Okuyan, bu kararlarına gerekçe olarak "geç kalınmışlığı ve solda birlik tartışmalarının toplumsal açıdan inandırıcılığını yitirmesi"ni gösterdi. Partilerinin bu yıl ilk kez seçimlere katılacak olması da gerekçelerden biri.
Halkın Demokrasi Partisi (HADEP), Özgürlük ve Dayanışma Partisi (ÖDP) ve Emeğin Partisi (EMEP) ile görüştükten sonra "seçimlere tek başına girme kararını" açıklayan Okuyan, Özgür Radyo'nun sorularını yanıtladı.
İttifak kirliliği
EMEP'in ittifak önerisine ilişkin yaklaşımınızı öğrenmek istiyoruz.

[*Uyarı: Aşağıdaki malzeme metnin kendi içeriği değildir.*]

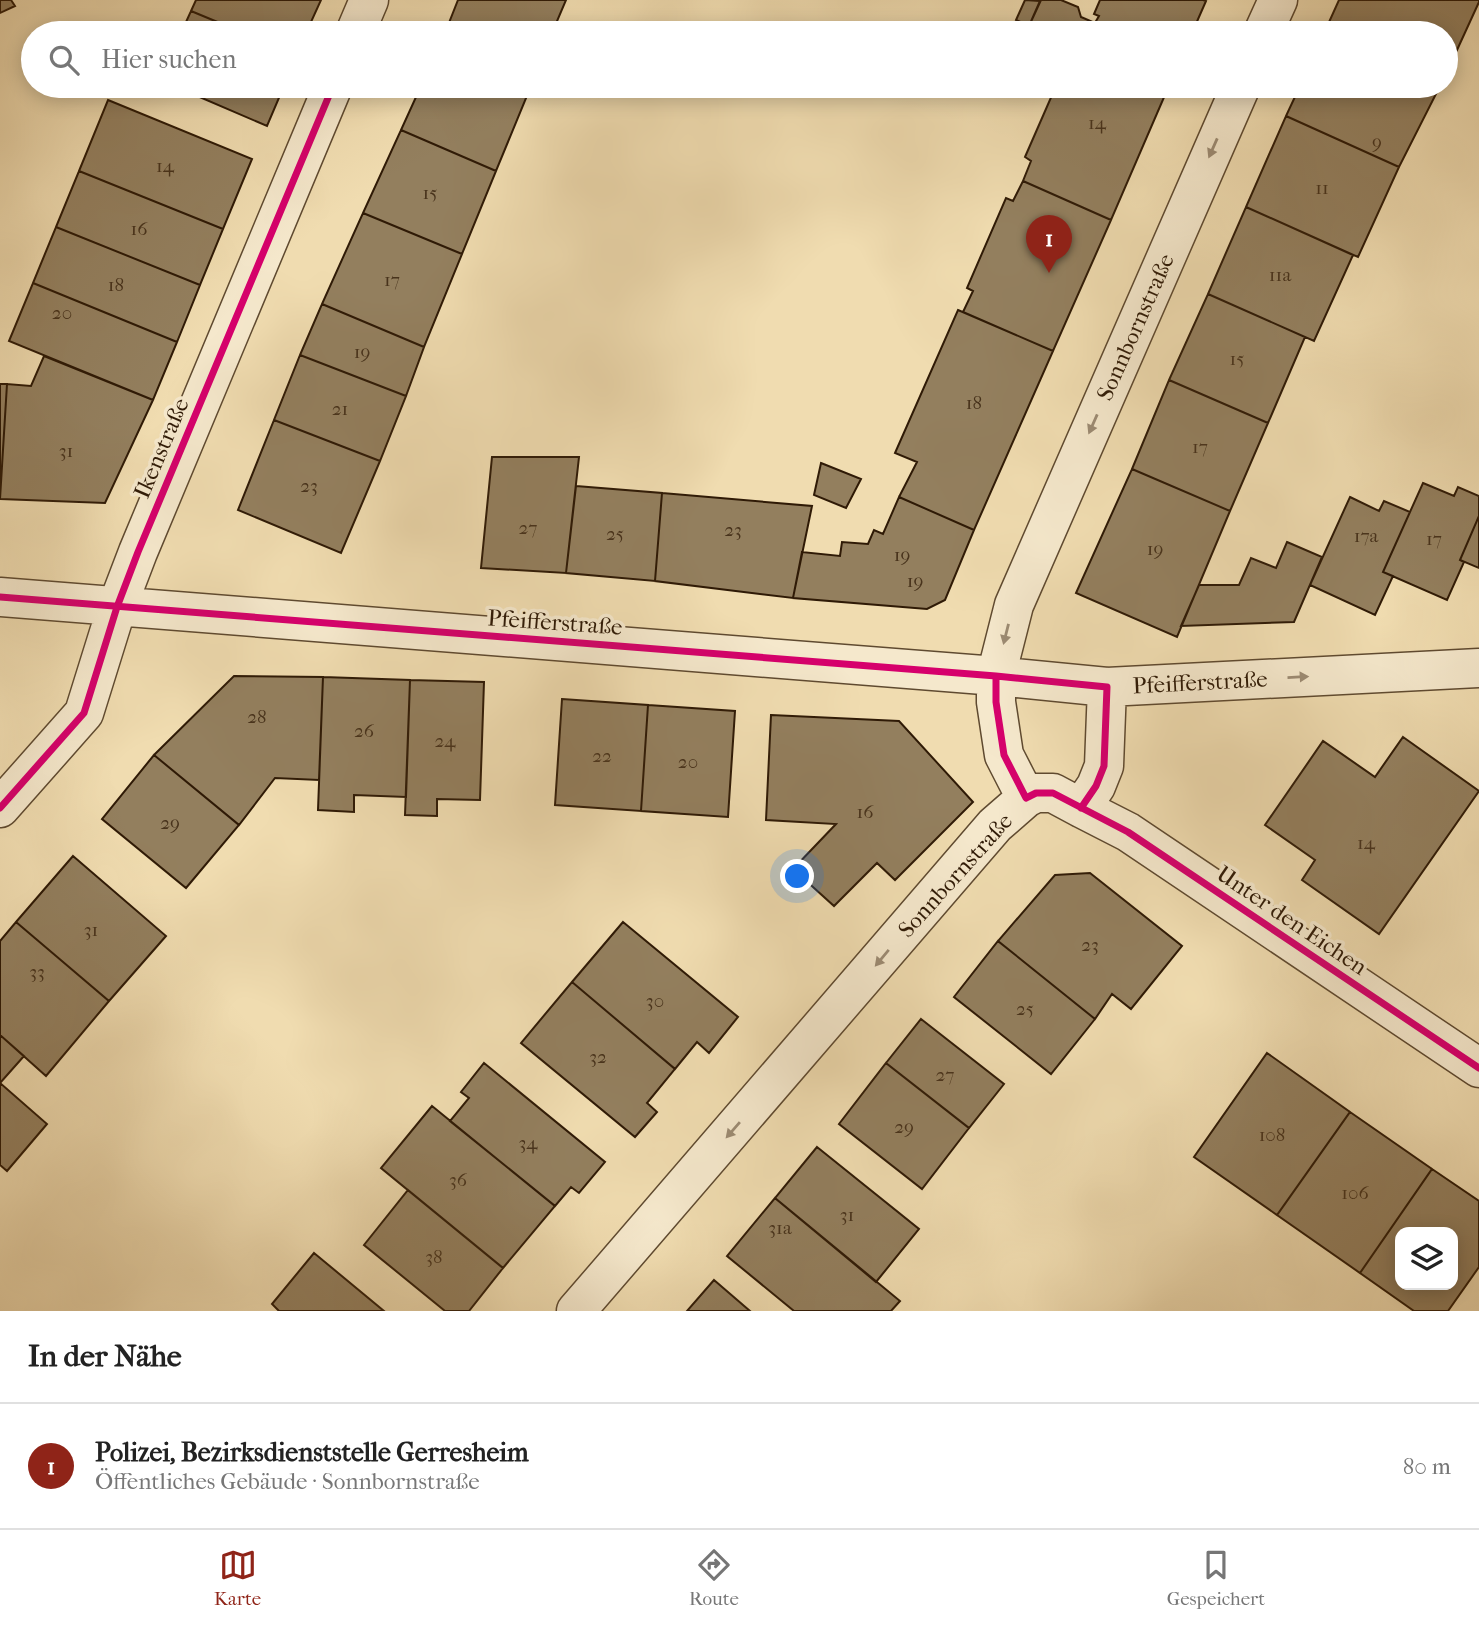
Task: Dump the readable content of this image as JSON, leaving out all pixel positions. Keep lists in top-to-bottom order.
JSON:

TKP bu seçimlere tek başına katılma kararı aldı. Savaş , seçimlerin ertelenmesi gibi, şartlar dışında biz 3 Kasım seçimlerine parti olarak, tek başımıza katılıyoruz.
Biz birlik ve ittifak tartışmalarının, sola çok vakit kaybettirdiğini, toplumsal açıdan inandırıcılığımızı yitirttiğini düşünüyoruz. Çünkü sol birlik görüşmeleri, bir şekilde düzen partilerini de içine aldı. Sosyal Demokrat Halk Partisi (SHP), Cumhuriyet Halk Partisi (CHP), hatta Kemal Derviş, İsmail Cem... Basında yazılıyor, Karayalçın "ÖDP ve HADEP Yeni Türkiye Partisi'nde (YTP) birleşsin" diye açıklama yaptı. Dolayısıyla bu bir ittifak kirliliği yarattı.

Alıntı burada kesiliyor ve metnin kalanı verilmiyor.